26.09.2016
Klassiker der Luftfahrt

Bild der Woche KW 39/2016Saab 17

Angesichts der aufziehenden Kriegsgefahr in Europa beschloss Schweden Ende 1936 den Ausbau seiner Luftstreitkräfte. Die erste Eigenentwicklung des neuen Rüstungsprogramms war die Saab 17, ein leistungsstarker leichter Bomber und Aufklärer.

Saab 17

Saab 17. Foto und Copyright: KL-Dokumentation  

 

Ab März 1937 arbeitete eine Projektgruppe der Entwicklungsgesellschaft AB Förenade Flygverkstäder (AF) an einem modernen Aufklärer als Ersatz für die Fokker S 6A und S 6B der Flygvapnet.

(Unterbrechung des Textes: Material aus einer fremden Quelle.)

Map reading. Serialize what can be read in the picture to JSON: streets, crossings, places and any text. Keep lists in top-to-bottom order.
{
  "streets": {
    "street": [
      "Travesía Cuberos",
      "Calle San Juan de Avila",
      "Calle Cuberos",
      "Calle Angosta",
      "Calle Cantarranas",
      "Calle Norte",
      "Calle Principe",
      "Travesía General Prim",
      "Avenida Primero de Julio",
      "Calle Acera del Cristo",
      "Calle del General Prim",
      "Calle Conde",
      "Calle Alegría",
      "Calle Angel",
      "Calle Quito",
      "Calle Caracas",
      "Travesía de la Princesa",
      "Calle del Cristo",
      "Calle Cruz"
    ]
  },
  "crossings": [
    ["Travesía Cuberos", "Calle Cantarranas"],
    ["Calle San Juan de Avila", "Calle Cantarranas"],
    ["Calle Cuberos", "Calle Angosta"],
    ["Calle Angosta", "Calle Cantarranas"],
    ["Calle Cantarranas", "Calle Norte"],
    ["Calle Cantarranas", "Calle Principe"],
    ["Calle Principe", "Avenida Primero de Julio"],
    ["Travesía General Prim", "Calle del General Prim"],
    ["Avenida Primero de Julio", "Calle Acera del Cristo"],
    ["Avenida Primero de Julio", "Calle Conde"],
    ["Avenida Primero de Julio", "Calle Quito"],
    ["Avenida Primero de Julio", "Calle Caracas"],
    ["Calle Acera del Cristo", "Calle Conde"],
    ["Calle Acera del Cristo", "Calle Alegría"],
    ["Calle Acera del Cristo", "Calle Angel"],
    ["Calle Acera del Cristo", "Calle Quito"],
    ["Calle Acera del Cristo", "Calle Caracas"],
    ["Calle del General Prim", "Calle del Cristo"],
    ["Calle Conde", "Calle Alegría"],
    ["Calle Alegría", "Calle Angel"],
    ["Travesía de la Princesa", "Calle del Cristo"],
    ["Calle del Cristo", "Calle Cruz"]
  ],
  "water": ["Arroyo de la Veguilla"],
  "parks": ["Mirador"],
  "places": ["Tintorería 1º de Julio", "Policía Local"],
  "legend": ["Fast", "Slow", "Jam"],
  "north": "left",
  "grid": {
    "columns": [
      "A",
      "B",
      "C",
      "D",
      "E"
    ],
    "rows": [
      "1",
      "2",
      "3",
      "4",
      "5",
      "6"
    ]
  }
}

Windkanalversuche und Berechnungen ließen aber keine guten Leistungen erwarten, und so bekamen die Ingenieure der ASJA (AB Svenska Järnvägsverkstädernas Aeroplanavdelning) den Auftrag, den Entwurf zu überarbeiten. Diese nutzten die Gelegenheit, die F-1 komplett abzulehnen und am 1. August 1938 ihren eigenen Entwurf L 10 zu präsentieren. Das Materialamt zeigte sich angetan und erteilte im November den Auftrag zum Bau zweier Versuchsflugzeuge. ASJA übernahm nun die Flygvapnet-Projektbezeichnung P 7 für das neue Modell. Im Rahmen einer Umstrukturierung der Rüstungsindustrie wurde die ASJA im Frühjahr 1939 von SAAB (Svenska Aeroplan Aktiebolaget) aufgekauft. Die P 7 erhielt nun die Bezeichnung Saab 17.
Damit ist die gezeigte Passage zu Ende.